If we could ever get the SEC to focus on solving real sytemic problems rather than wasting time and money on a few hi profile scapegoats we could have saved refco investors millions…

Alan abelson (the famously skeptical barrons writer who I love) mentions this week how refco insiders sold big blocks in its IPO 10 weeks ago, obviously benefitting from founder, phillip bennett’s hiding $435m in off balance sheet debt.

For the majority of you who have not religiously followed my blog, ill repeat my proposed change for SEC rules on insider stock sales, which I believe would in one stroke wipe out and or make right billions in illbegotten gains from corp fraud.

My proposal – expand the 13G rule (which forces insiders to disgorge profits from buy-sell trades within 6 months) to also force disgorgement of all profits on stock sales during periods of corporate fraud. This would force refco insiders, esp the founder, to immediately give back their newfound riches to the innocent investors.

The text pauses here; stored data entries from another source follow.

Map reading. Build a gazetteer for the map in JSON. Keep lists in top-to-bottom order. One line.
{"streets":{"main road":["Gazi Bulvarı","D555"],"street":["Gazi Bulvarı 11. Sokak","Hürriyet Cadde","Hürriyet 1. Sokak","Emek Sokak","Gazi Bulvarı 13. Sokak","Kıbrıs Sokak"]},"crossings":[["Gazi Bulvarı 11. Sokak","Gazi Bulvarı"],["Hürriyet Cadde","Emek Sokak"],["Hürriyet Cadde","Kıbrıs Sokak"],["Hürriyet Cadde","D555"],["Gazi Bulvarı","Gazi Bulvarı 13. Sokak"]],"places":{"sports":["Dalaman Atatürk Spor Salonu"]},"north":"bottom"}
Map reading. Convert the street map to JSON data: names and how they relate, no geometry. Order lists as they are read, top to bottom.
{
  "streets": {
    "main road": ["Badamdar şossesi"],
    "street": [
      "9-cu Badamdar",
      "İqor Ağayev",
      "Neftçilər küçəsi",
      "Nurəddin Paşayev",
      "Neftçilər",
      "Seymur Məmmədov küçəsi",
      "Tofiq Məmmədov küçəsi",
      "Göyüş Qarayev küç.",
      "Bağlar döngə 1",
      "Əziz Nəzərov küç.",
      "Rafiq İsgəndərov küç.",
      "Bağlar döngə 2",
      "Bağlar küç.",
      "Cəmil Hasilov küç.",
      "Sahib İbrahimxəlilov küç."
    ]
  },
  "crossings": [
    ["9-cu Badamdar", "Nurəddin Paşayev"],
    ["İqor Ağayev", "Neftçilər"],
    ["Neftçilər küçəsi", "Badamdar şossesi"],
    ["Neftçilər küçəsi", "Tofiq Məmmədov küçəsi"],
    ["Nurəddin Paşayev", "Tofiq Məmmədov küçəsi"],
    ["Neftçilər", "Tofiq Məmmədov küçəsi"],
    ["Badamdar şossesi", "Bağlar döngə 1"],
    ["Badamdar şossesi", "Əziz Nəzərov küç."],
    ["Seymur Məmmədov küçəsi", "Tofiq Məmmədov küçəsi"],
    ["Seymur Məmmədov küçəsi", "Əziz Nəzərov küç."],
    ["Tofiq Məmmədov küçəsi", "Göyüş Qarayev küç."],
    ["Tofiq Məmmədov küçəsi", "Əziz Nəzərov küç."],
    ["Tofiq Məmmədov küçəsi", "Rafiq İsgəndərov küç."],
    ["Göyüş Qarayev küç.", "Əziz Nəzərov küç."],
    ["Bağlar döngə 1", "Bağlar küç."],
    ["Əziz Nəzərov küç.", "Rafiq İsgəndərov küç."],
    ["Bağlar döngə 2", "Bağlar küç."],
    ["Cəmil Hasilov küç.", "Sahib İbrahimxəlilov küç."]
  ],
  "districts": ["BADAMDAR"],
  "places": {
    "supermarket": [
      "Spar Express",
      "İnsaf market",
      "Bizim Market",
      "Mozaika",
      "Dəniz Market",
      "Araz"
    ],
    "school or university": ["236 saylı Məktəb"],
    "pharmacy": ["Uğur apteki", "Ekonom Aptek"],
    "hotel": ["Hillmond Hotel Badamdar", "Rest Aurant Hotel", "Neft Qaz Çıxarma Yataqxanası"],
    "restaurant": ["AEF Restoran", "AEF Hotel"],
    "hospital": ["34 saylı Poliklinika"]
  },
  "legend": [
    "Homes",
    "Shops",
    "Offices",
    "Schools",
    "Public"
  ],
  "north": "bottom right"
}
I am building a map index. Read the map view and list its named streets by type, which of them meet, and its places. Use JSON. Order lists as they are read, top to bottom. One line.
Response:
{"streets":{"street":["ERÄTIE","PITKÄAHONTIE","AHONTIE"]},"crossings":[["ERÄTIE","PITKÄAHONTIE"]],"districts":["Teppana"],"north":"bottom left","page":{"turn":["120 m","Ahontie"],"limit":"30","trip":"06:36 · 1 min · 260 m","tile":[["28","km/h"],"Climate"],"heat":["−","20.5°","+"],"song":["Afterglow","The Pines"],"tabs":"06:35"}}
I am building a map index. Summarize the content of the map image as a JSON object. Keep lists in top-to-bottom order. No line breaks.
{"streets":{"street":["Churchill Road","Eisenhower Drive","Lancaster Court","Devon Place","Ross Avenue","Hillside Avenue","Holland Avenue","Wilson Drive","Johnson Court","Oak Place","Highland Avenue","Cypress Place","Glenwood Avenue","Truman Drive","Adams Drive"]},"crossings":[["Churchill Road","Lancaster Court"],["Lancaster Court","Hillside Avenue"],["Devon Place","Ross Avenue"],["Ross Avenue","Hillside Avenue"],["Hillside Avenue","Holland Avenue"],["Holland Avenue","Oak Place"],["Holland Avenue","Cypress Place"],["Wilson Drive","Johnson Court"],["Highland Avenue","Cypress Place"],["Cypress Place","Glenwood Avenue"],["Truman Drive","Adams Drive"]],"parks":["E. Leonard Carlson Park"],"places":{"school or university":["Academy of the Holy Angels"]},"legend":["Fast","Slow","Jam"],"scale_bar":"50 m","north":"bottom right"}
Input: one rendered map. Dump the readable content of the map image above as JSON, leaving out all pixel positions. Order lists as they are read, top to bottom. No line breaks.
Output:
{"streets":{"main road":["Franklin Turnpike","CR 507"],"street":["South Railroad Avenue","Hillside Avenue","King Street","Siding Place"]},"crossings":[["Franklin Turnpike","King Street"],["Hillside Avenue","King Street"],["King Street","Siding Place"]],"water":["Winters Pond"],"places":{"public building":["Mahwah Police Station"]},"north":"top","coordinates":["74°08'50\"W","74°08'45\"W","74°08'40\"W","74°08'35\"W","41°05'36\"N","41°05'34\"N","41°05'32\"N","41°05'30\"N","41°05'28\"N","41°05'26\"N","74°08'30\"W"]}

The alternative is years of litigation in civil and criminal courts for the founder who will a) be bankrupt and b) have hidden assets in florida real estate and swiss accounts. And his fellow insiders will undoubtedly raise a toast to him every xmas as they will never be asked to give a dollar back as they were ‘innocent’ and beyond the law.

Btw, sarbanes oxley (suxley!) won’t help injured investors one bit.

Also, let’s add the ibanks and accounting firms to this new SEC rule. Why not also force them to disgorge all fees on the IPO or annual audits to injured investors. Forget about suing them out of business. We’ll just face another version later. What we need are rules that can create clear and immediate penalties that directly benefit injured parties. Let the politicians still go after their poor bernie ebers (who probably never understood accounting anyway).

If anyone knows hoe I can ever get a proposal in front of the SEC let me know and ill do more than just whine about it!
Sent wirelessly via BlackBerry from T-Mobile.

One thought on “If I ran the SEC…

  1. A company that was not Sarbanes Oxley compliant, like Refco, should have never received the green light from the SEC (not to mention the other high-powered names involved in this mess) to go public – and thus, I believe the SEC should take some responsibility in this case.
    Investors are often the one’s gagged largely without a voice – and fall way back in the cue of retrieval – in situations like this and this screams injustice in every sense of the word.
    It appears that this is being treated just as one of the costs of doing business for many, because nobody seems to be taking this matter as seriously as it should be. Worry not that many lives have been ruined by trusting “the system” of checks and balances.
    The red flags, the serious mishandlings in the IPO launch and subsequent crash to fiscal earth only two months after Refco went public – should by its relationship of duty not put the onus as heavily on the investors (shareholders mainly as per the August 2005 IPO) as not doing their job of “proper due diligence”.
    After the Enron’s and Worldcom’s of the world, and after Sarbane’s Oxley, this put a false sense of security/protection in the eyes of Refco investors.
    For the people failing to do the most important measure of due diligence are not the refco shareholders in this case, they are those with their fingerprints all over taking this company public.
    For it should be said that Refco should have never been able to go public in the first place. With the refco playing field being littered with red flags, to such a horrid state of affairs, I believe this is a black mark on the system of checks and balances in the marketplace and I, for one, will never sink another dollar in the american markets so long as this is allowed to continue.
    Thank you for hearing my opinion on this sorry state of affairs in Refco.
    The SEC needs to step up and return all monies to investors, where it rightfully belongs.